This weekend, I found Zombie-Loan on Crunchyroll. I loved it about five years ago, so I decided to see what I’d think of it now. As expected, I’m no longer a fan. I’ll knock my rating for it down at least 25% by the time I finish re-watching. And yet, there are some nuggets of truth to find in its first few episodes, as a live girl learns about living from two zombies.
The main character, Kita Michiru, can see a darkening ring around the necks of people who are about to die. They’re marked for the shinigami (translated as Grim Reaper) to harvest with his scythe. In other words, she has shinigami eyes. (And she didn’t even have to contract half her life away for them, like in Death Note. In fact, I’m not sure why she has them, and I don’t remember if that’s ever explained.)
She’s shocked to see black rings around the necks of two classmates, Akatsuki Chika and Tachibana Shito. It turns out that they are the only survivors of a terrible accident… and “survivors” is currently an overstatement, since they’re technically zombies, working to pay off debt so they can be wholly alive again.
Ironically, these “zombies” are more alive than Michiru. As they explain their situation to her, she wonders at their determination. She doesn’t feel so attached to life—she’s not suicidal, and she has “fun everyday in my own way,” but “If it had been me, I’d have accepted my death and been done.”
This response angers Shito: “Then why not die? That’s the lowest. Being dead even when you’re alive… If you’re just living, even a zombie can do that.”
Shito could have stated things more gently, but I can hardly blame him for his anger. He and Chika have been through a lot of pain, and they should be dead. They keep working toward repaying their debt so they can be completely alive again. And here, in front of them, is a girl who is doesn’t even value her own life.
Michiru has the ability to see when people are about to die—and, as an extension, to identify zombies—but she doesn’t use it. She wears glasses to avoid seeing the rings around people’s necks. But there’s more to her passivity. She lets her friends insult her and treat her like a gofer. She doesn’t speak her mind or do anything to change her situation with her friends or family.
From Shito’s perspective, she’s no more alive than the mindless, instinct-driven zombies they hunt.
And then she dies (or practically dies… anyway, nothing normal can save her).
Chika and Shito take on more debt so that she can come back to life—completely back to life, not living death as a zombie like them.
By the end of the second episode, Michiru has made a big transformation. She starts to actively live: she pays her aunt and uncle for the time they’ve (reluctantly) taken care of her, but informs them that she will not share her inheritance with them when she comes of age. Then she leaves. In the next episode, she finally tells her friends that no, she will not make a lunch run for them.

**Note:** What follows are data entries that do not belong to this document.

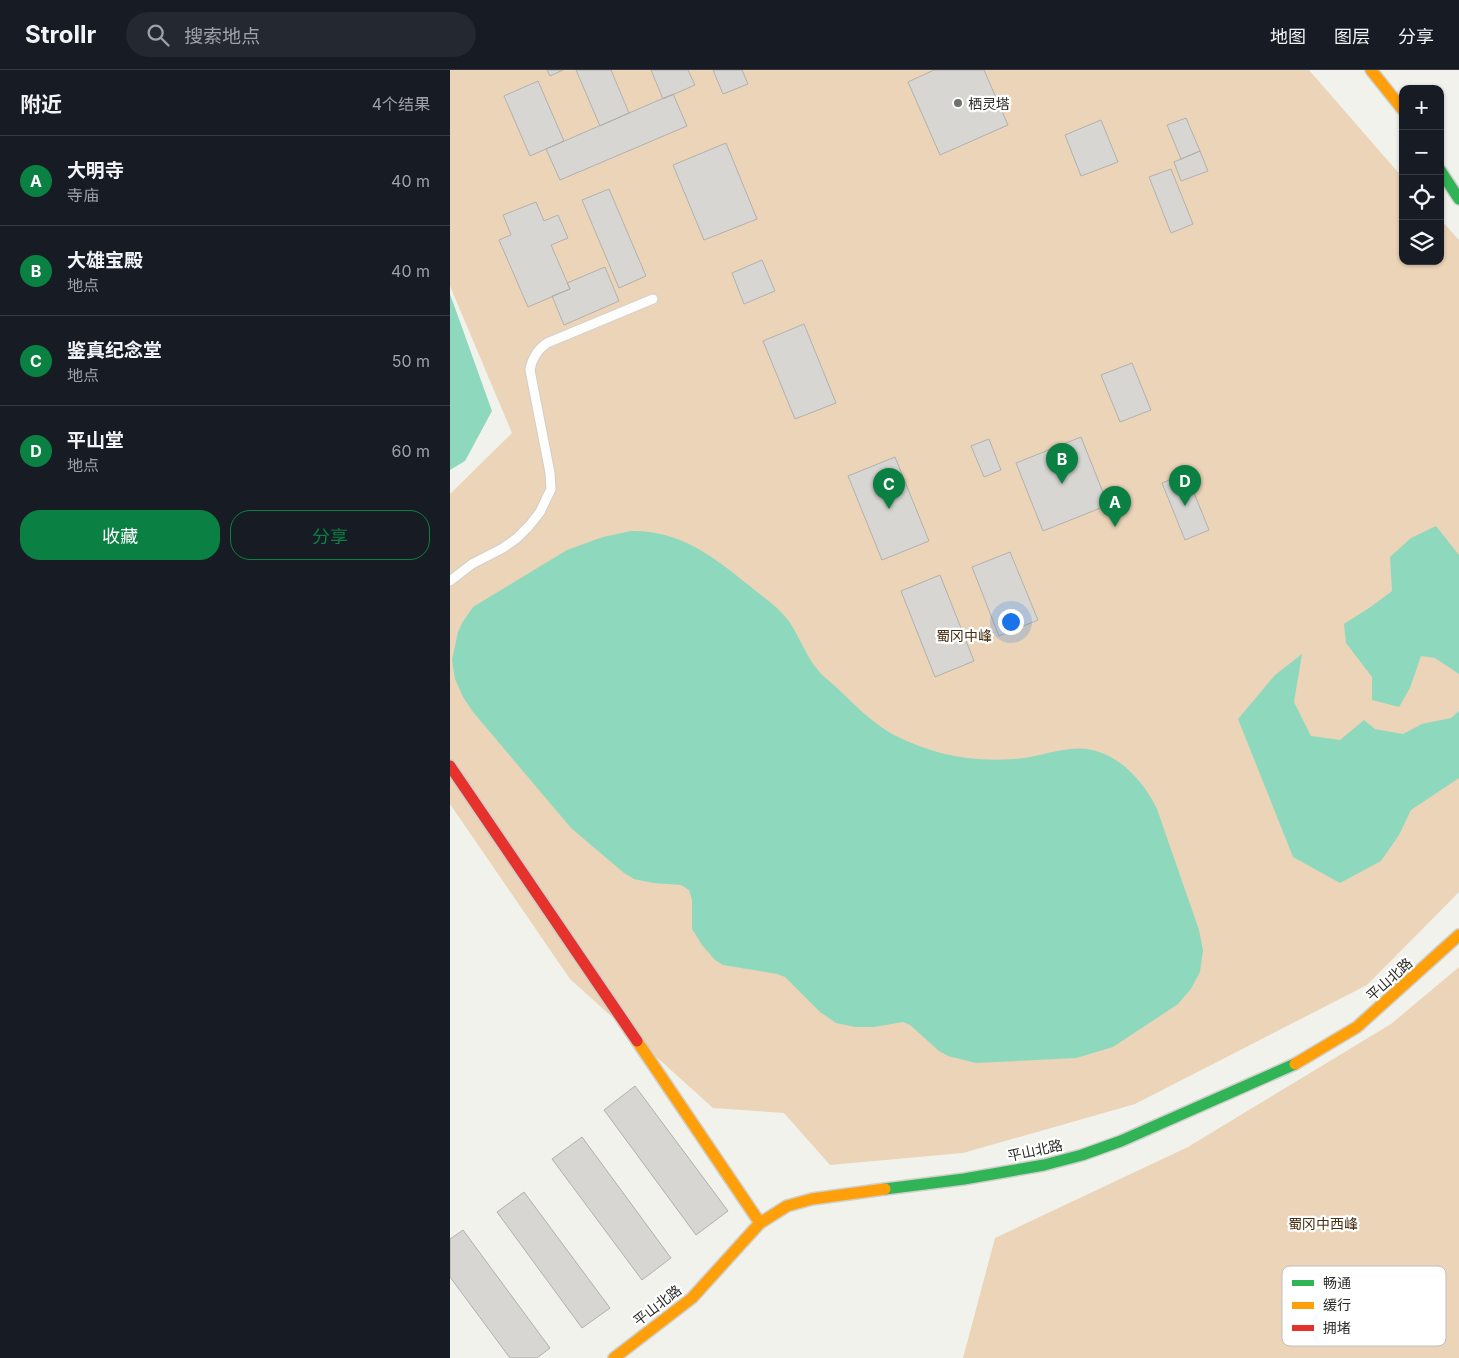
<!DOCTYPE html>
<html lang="zh">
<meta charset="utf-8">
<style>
:root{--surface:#171b24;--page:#242831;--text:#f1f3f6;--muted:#9ea1a6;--line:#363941;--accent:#0b8043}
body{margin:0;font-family:Inter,"Noto Sans SC",sans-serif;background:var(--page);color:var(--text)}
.controls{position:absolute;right:15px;top:15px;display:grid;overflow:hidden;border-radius:10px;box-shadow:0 1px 4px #0004}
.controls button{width:45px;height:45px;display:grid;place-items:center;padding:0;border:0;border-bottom:1px solid var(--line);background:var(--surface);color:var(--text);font:25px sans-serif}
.you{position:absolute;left:560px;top:551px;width:18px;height:18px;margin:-12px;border:4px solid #fff;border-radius:50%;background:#1a73e8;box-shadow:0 0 0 8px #1a73e833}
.badge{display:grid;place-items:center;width:32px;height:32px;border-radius:50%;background:var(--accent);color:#fff;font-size:16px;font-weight:700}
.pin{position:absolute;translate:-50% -41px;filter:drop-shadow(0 1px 2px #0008)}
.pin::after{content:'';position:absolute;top:26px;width:18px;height:15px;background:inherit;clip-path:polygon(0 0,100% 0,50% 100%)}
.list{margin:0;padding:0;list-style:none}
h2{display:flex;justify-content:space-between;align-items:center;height:65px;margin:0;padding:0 20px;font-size:21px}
h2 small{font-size:16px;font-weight:400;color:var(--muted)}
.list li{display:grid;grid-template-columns:32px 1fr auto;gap:15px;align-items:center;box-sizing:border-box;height:90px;padding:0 20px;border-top:1px solid var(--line)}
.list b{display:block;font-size:19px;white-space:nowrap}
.list p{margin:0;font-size:16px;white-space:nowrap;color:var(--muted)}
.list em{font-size:16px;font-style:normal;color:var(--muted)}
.actions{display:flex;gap:10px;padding:15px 20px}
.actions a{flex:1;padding:11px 0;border:1px solid var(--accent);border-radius:20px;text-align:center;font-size:18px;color:var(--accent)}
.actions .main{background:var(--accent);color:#fff}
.icon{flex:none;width:28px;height:28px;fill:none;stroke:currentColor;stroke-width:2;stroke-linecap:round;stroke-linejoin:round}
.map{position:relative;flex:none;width:1009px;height:1288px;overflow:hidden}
header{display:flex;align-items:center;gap:30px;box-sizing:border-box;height:70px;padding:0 25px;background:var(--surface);border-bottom:1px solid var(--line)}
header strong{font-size:24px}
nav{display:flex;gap:28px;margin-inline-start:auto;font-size:18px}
.search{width:350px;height:45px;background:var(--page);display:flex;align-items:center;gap:12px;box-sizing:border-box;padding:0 18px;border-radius:28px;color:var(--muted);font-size:19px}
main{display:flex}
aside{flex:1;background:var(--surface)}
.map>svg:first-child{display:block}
</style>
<header>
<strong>Strollr</strong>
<div class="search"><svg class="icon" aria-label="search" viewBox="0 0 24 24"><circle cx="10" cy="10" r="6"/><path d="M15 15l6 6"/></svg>搜索地点</div>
<nav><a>地图</a><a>图层</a><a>分享</a></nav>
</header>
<main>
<aside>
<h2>附近<small>4个结果</small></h2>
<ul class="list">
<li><span class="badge">A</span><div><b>大明寺</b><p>寺庙</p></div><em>40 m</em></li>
<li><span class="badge">B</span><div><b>大雄宝殿</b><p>地点</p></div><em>40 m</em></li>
<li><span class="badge">C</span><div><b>鉴真纪念堂</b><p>地点</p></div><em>50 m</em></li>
<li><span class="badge">D</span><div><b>平山堂</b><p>地点</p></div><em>60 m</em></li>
</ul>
<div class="actions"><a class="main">收藏</a><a>分享</a></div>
</aside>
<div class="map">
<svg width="1009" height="1288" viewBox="0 0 1009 1288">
<rect width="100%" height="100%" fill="#f1f2ec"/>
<path fill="#ebd4b8" d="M0 0H859L953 108V191H990V149L1009 170V822L917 915 685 1034 513 1083 380 1095 334 1043 263 1038 120 909 0 734V424L62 363 0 216Z
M1009 897V1288H513L545 1168 738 1077 941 954Z"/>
<path fill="#8ed9bd" d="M0 224 42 341 15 391 0 400Z
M986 456 1009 485V604L985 588 971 586 960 618 949 637 922 630V607L896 573 894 554 922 536 942 521 940 487 961 468Z
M181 461C231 460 265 488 301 517 314 528 328 537 338 550 349 565 355 584 367 599 372 606 380 611 386 617 404 634 422 653 444 665 484 685 519 692 564 689 583 688 601 681 620 679 660 674 691 706 707 739L749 860 753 880 750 902 741 919 728 934 663 977 626 988 526 993 498 986 489 981 460 955 453 952 424 957H405L386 953 370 942 335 907 327 904 273 895 265 890 252 875 242 859V830L239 820 231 815 203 813 184 809 174 803 121 758 23 642 13 627 5 609 2 590 8 562 12 553 23 537 117 480 153 467Z
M852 584 844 632 861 666 890 670 914 650 925 659 953 664 972 654 1001 648 1009 641V708L961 740 949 765 931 791 890 813 843 787 788 649 825 605Z"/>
<path fill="#d7d6d2" stroke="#b1b1ac" d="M97 0H113L100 6Z
M126 0H161L179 43 150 56Z
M201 0H238L245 15 213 29Z
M263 0H292L298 14 273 24Z
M484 0H534L558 55 490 85 458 12Z
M88 11 114 71 80 86 54 26Z
M223 24 237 56 110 110 96 79Z
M736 48 750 81 731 89 717 55Z
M651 50 668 92 631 106 615 65Z
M276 73 307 149 254 170 223 95Z
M750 81 758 101 731 111 724 92Z
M721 99 743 154 721 163 699 107Z
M159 119 196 206 169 218 132 130Z
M86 132 94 151 108 145 118 168 101 175 120 219 78 237 49 170 61 165 53 145Z
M312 190 325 221 294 234 282 203Z
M155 197 169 231 114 255 102 226 120 219 117 213Z
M354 254 386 333 345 349 313 271Z
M682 293 701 340 670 352 651 305Z
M631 367 658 435 593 461 566 393Z
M539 369 551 400 534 407 521 376Z
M445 387 479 471 432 490 398 406Z
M736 403 759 460 735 470 712 413Z
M560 482 588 550 549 566 522 497Z
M490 505 524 591 485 607 451 521Z
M185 1016 278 1141 246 1165 154 1040Z
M132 1067 221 1188 192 1210 102 1089Z
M74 1122 160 1238 132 1258 47 1142Z
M13 1160 100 1278 87 1288H60L0 1207V1169Z"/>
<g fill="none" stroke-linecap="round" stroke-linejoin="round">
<defs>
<path id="lane" d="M0 511 22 494 53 478 67 468 79 456 90 442 101 419 100 403 80 300C82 288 87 280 97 273L203 229"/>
<path id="fast" d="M990 100 1009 129
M435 1119 514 1109 594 1095 632 1085 671 1071 845 994"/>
<path id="slow" d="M921 0 953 40
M187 971 310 1153
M845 994 907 957 1009 865
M164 1288 242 1228 310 1153 337 1136 362 1129 435 1119"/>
<path id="jam" d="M0 696 187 971"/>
</defs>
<use href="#lane" stroke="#cfcfcb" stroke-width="11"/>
<use href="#fast" stroke="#cfcfcb" stroke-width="14"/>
<use href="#slow" stroke="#cfcfcb" stroke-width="14"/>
<use href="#jam" stroke="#cfcfcb" stroke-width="14"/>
<use href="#lane" stroke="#fdfdfc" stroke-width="9"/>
<use href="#fast" stroke="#30b455" stroke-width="11"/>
<use href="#slow" stroke="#ff9f0a" stroke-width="11"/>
<use href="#jam" stroke="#e5322d" stroke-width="11"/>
</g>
<circle fill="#6f716b" stroke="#fff" stroke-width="2" cx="508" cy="33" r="5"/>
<g text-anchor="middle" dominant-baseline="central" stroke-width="4.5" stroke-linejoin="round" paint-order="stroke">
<g font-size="14" fill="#292b26" stroke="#fff" text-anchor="start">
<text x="518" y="33">栖灵塔</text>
</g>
<g font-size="14" fill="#492f11" stroke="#fff">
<text x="514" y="565">蜀冈中峰</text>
<text x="873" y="1153">蜀冈中西峰</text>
</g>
<g font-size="14" fill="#292b26" stroke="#fff">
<text transform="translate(939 909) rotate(-42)">平山北路</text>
<text transform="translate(585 1080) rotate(-12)">平山北路</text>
<text transform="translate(207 1235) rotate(-38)">平山北路</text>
</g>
</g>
<rect x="832" y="1196" width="164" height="80" rx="8" fill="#fff" stroke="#bfbfbe" stroke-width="1"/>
<rect x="842" y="1210" width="22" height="6" fill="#30b455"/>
<rect x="842" y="1232" width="22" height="7" fill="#ff9f0a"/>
<rect x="842" y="1255" width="22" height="6" fill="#e5322d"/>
<g font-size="14" fill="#292b26">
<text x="873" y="1218">畅通</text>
<text x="873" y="1240">缓行</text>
<text x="873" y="1263">拥堵</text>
</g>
</svg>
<div class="controls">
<button>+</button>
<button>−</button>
<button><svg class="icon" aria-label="locate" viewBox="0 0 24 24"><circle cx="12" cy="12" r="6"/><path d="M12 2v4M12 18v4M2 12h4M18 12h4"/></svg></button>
<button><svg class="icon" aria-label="layers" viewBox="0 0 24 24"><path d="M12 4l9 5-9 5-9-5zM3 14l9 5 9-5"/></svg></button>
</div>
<div class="you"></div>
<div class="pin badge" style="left:665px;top:457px">A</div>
<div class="pin badge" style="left:612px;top:414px">B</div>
<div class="pin badge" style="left:439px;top:439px">C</div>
<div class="pin badge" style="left:735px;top:436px">D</div>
</div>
</main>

Chika and Shito give her life… and a purpose. They expect her to use her ability to identify bad zombies.
Do you see the parallels to Christian life yet? Or even to real life in general?
We’re not meant to live passively. Christians, especially, are called to something more. Jesus came so that we may have abundant life (John 10:10). And it really is eternal life, not merely eternal existence. While on earth, we’re to be alert to the world around us—actively aware of deceptions that can ensnare us and others, and compassionate toward others in their trials—and ready to actively resist the enemy and embrace faith and truth (1 Peter 5:8-9). We have a mission to spread the good news about Jesus Christ, and to make disciples (Matthew 28:18-20). Life spent in fellowship with Christ is a life of action, awareness, and relationship.
Michiru is awakened to dangers around her: even before the boys save her life, she comes out to help save her friend from the zombie that’s already taken six girls. She once embraced blindness to the presence of death around her. Now, she is actively aware.
It’s tempting to be complacent. We don’t use our gifts to the full. The reasons vary. In Michiru’s case, it’s fear and lack of confidence. In my case… actually, it’s the same. The fears vary: fear of failure, of discomfort, of loss, of responsibility… Some people’s fear goes beyond the normal level and can be called anxiety. Such anxiety requires more than a little willpower to overcome.
God gives us a lot of guidelines on how to live, but he doesn’t take away our responsibility to make our own choices. He gives us instincts, too, but those can be muddled, and we can’t always trust that our instinctive choices are the right ones. The older I get, the more clear this becomes. But that’s part of what makes human life so exciting: we get to choose. The Holy Spirit and human advisors can—and should—help with our decisions, of course. But ultimately, a full life is something we actively choose multiple times a day. Is it difficult? Scary? Often. And it’s worth it.